Le Sozialistische Reichspartei (SRP), littéralement le Parti socialiste du Reich, est un ancien parti politique allemand, créé en 1949 par des militants nazis exclus du DKP-DRP (Deutsche Reichspartei).
Actif principalement dans le Nord de l'Allemagne, il obtient quelques bons résultats électoraux en 1951 (11 % aux élections régionales en Basse-Saxe et 7,7 % à Brême) et compta jusqu'à 10 000 adhérents. Reprenant une part importante du programme du NSDAP, il a été interdit en 1952 par la Cour constitutionnelle de la RFA. Ses militants ont alors intégré d'autres partis dont le DP, le DRP et le FDP.
Il a été créé le à Hamelin par Otto-Ernst Remer, ancien major général de la Wehrmacht qui avait joué un rôle essentiel dans la défaite du complot du 20 juillet, Fritz Dorls, ancien rédacteur du journal de la CDU en Basse-Saxe, et Gerhard Krüger (en), dirigeant de l'Union des étudiants allemands sous le Troisième Reich, après leur exclusion du DKP-DRP. Le SRP se voyait comme un héritier légitime du parti nazi ; la plupart des membres du parti étaient d'anciens membres du NSDAP. Sa fondation a été soutenue par Hans-Ulrich Rudel, ancien officier de la Luftwaffe.
Idéologie
Le parti a déclaré que « le chancelier Konrad Adenauer était une marionnette américaine et que le grand amiral Karl Dönitz était le dernier président légitime du Reich allemand nommé par Adolf Hitler »[6]. Il a nié l'existence de l'Holocauste, affirmé que les États-Unis avaient construit les fours à gaz du camp de concentration de Dachau après la guerre et que des films de camps de concentration avaient été falsifiés[6]. Le SRP a également défendu l'Europe, dirigée par un Reich allemand réunifié, en tant que « troisième force » contre le capitalisme et le communisme[6]. Elle a exigé la ré-annexion des anciens territoires allemands de l'Est et une « solution de la question juive ». Selon Karl Dietrich Bracher, « la propagande du PSR se concentrait sur un vague » socialisme « dans lequel les vieux nationaux-socialistes redécouvraient des slogans usés, ainsi que sur un nationalisme dont le championnat du Reich et de la guerre n'était qu'un prolongement à peine déguisé de l'idéologie de Lebensraum. »[7].

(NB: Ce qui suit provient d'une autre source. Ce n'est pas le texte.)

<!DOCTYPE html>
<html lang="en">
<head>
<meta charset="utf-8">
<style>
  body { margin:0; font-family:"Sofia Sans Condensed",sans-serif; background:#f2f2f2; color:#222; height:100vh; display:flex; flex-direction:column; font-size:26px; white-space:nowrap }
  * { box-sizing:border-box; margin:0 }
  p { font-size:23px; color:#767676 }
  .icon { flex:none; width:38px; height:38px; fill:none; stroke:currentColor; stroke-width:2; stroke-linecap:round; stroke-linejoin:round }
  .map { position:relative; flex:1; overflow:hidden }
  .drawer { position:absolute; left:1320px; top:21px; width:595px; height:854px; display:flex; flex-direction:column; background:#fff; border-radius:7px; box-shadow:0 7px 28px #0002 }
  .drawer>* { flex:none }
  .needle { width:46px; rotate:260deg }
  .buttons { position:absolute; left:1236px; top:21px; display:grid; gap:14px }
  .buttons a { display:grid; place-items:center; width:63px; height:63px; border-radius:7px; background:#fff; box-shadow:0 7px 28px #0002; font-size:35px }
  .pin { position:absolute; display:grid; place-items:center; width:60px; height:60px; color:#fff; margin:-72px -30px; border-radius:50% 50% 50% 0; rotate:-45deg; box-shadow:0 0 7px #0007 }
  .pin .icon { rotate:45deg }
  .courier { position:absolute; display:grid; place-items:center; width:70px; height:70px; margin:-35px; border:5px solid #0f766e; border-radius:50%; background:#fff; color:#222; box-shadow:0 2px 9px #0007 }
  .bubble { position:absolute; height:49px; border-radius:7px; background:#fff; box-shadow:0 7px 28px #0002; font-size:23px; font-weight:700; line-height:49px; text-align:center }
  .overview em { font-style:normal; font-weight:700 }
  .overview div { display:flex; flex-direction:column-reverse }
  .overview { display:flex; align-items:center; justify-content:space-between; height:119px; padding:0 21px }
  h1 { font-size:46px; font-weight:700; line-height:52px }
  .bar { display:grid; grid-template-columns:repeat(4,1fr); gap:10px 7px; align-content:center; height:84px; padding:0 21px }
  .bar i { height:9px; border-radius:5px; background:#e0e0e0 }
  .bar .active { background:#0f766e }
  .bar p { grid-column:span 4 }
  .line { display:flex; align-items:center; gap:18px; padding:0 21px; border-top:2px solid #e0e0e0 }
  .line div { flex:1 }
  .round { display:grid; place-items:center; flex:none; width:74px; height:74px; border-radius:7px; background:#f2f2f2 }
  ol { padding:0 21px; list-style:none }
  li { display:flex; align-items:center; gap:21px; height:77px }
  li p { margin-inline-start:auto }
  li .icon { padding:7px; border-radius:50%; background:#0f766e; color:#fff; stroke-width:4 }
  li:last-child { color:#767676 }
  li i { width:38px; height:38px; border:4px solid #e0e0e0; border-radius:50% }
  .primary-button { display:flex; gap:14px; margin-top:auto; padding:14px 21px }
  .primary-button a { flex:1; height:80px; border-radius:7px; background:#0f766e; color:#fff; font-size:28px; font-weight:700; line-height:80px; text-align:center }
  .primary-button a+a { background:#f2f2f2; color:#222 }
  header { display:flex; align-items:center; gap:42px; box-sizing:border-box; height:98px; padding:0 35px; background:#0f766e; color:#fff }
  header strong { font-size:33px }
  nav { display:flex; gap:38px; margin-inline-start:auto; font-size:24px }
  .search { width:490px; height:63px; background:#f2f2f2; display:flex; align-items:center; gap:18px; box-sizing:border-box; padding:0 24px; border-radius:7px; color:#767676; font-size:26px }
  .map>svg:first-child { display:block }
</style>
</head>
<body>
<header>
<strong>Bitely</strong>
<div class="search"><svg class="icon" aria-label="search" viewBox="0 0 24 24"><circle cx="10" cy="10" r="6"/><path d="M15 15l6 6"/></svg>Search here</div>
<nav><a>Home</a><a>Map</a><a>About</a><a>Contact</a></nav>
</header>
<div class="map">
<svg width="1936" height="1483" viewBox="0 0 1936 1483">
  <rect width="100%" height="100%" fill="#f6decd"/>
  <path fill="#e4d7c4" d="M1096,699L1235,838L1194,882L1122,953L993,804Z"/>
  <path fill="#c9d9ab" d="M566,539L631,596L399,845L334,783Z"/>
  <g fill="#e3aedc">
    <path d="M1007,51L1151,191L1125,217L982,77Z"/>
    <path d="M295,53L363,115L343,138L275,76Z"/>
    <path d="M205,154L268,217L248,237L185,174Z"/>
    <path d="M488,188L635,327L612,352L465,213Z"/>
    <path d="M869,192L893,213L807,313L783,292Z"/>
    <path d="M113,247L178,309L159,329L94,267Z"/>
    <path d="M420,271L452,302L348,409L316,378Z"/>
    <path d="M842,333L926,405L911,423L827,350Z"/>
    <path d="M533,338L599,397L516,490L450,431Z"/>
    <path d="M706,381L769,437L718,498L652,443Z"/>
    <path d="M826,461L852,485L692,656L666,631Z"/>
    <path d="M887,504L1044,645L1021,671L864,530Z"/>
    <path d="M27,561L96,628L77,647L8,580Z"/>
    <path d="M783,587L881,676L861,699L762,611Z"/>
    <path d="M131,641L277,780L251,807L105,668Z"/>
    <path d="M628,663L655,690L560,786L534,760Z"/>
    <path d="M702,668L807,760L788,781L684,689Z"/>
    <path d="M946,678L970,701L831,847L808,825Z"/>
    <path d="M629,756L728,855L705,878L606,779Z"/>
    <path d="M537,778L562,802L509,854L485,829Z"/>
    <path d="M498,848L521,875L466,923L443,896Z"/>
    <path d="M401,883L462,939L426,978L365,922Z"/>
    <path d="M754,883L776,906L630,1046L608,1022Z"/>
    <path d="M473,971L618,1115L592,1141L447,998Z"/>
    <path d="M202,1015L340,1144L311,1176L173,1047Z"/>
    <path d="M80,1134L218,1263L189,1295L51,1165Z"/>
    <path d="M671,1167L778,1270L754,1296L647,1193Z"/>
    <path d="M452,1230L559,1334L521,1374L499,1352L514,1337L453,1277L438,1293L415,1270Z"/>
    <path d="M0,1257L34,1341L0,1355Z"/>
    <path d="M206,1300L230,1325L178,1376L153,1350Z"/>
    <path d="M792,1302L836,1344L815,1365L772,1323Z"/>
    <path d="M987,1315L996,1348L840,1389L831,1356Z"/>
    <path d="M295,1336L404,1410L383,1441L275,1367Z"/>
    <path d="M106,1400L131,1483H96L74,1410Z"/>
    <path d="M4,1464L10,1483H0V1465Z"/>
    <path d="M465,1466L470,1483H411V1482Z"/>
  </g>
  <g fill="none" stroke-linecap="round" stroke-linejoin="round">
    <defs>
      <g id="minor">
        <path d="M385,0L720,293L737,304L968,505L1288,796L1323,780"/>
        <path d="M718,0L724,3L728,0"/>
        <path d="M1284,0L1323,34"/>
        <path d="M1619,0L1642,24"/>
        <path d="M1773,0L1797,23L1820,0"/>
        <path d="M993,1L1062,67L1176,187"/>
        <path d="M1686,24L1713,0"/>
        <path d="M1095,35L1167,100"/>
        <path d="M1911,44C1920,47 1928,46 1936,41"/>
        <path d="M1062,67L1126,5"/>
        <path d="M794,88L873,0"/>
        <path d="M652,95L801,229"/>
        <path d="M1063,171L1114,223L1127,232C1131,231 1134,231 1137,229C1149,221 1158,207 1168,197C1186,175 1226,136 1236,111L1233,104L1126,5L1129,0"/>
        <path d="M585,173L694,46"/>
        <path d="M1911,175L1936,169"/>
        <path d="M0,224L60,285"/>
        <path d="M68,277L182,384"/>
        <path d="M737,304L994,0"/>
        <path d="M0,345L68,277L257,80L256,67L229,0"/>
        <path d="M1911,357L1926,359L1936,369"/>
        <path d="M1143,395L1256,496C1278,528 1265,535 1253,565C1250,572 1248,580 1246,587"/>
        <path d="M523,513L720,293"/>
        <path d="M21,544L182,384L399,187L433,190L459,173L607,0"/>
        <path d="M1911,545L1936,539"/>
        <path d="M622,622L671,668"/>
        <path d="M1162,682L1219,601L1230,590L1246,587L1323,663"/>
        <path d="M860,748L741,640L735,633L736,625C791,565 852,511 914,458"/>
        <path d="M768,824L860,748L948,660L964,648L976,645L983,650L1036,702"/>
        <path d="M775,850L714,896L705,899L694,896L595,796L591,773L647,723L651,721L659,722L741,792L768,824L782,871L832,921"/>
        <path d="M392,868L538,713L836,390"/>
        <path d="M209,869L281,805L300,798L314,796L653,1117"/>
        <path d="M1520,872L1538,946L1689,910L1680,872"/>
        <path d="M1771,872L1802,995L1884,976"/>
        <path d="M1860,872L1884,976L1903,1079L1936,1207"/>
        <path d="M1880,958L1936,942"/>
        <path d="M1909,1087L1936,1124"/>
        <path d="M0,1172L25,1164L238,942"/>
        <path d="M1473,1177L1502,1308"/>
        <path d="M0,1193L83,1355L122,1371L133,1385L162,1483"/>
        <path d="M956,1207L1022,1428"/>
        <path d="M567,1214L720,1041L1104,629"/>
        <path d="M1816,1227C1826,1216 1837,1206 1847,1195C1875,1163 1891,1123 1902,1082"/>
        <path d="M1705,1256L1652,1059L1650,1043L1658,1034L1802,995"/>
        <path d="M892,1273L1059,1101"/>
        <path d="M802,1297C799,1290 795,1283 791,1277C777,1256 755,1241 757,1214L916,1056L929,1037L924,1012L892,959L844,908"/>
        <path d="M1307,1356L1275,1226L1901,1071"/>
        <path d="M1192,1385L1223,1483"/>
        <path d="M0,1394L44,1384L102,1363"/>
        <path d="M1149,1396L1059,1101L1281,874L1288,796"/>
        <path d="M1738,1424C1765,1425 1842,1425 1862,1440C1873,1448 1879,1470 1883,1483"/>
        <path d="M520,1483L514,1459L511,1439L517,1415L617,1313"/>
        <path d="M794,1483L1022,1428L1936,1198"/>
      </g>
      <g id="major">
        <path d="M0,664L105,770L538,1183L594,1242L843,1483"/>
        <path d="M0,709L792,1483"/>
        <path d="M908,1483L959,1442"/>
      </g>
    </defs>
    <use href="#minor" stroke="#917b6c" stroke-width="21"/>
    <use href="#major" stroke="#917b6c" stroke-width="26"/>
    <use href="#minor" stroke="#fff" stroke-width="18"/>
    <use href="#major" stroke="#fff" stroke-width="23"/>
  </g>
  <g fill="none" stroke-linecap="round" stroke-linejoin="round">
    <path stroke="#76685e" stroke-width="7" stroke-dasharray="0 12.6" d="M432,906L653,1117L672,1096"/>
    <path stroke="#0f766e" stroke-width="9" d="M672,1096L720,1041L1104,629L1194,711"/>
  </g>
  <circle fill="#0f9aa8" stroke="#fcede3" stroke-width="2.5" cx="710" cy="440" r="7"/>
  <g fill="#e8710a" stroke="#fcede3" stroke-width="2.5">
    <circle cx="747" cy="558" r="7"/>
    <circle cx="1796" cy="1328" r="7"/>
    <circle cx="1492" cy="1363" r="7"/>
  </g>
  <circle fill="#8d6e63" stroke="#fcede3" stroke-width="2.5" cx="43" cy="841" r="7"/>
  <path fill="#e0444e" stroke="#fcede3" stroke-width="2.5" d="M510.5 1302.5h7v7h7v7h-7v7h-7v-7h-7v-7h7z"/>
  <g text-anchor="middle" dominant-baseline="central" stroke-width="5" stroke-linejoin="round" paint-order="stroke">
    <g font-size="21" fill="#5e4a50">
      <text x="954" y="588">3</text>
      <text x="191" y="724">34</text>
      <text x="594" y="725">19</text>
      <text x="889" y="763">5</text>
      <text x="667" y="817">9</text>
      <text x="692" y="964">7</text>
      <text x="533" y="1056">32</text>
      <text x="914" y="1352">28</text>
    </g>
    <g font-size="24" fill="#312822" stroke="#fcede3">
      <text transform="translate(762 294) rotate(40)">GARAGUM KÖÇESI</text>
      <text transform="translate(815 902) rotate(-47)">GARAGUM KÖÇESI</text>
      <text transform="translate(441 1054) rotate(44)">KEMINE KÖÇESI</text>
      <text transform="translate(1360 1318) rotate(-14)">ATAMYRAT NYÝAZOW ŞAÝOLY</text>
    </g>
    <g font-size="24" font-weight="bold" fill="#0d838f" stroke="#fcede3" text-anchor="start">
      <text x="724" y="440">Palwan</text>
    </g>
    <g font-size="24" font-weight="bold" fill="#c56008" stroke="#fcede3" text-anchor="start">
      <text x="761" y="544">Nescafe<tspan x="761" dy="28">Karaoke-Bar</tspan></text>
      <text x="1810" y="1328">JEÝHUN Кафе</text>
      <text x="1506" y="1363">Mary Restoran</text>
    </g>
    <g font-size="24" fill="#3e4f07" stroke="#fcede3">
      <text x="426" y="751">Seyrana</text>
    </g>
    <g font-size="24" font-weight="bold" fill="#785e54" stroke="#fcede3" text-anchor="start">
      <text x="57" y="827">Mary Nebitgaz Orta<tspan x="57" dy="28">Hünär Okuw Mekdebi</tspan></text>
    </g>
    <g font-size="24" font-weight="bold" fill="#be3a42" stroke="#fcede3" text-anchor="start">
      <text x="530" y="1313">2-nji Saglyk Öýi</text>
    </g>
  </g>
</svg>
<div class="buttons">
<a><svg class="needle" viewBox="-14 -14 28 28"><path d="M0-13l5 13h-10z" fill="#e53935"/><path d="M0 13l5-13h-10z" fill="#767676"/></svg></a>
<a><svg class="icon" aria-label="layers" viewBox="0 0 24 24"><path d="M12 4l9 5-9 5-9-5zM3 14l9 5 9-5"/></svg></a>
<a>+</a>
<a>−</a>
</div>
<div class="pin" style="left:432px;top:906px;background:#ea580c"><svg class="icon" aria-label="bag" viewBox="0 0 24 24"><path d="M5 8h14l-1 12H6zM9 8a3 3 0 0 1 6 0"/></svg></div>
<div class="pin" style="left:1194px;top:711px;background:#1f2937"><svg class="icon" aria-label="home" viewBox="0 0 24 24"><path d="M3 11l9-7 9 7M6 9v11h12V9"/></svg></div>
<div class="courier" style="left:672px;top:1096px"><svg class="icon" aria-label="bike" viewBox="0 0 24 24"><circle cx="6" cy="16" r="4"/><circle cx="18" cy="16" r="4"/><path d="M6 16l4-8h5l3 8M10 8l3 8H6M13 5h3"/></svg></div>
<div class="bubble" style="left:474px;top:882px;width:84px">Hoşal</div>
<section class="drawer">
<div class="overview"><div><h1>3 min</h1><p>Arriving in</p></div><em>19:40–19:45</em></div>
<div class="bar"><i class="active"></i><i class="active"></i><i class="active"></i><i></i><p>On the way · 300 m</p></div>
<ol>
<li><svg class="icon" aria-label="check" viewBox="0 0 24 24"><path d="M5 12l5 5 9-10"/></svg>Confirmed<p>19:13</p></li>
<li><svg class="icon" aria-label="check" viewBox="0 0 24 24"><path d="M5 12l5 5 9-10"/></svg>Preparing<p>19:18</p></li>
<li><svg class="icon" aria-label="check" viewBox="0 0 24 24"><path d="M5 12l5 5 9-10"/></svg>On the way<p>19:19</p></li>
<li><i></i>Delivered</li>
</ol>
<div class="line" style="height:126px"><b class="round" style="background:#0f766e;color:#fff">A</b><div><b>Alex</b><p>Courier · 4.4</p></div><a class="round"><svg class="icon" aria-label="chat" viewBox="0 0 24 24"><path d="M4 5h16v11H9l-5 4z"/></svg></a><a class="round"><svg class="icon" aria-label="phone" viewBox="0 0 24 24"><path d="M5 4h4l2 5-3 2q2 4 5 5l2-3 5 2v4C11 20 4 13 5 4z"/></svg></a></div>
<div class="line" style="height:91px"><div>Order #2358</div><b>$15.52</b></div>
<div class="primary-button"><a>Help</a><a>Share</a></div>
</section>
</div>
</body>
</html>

Selon Martin A. Lee, le SRP n'a jamais critiqué ouvertement l'Union soviétique[8] parce que celle-ci aurait financé l'organisation en raison de ses vues anti-américaines. Le Parti communiste allemand, en revanche, n'a pas reçu de fonds soviétiques parce qu'ils étaient considérés comme « inefficaces »[9]. Remer aurait déclaré que si l'URSS envahissait l'Allemagne, il « montrerait le chemin du Rhin aux Russes » et que les membres du SRP « se posteraient comme des policiers de la circulation, déployant leurs armes pour que les Russes puissent se frayer un chemin à travers l'Allemagne dès que possible »[10],[11]. L'historien Michael Burleigh a pour sa part contesté la thèse d'un soutien soviétique au SRP[12].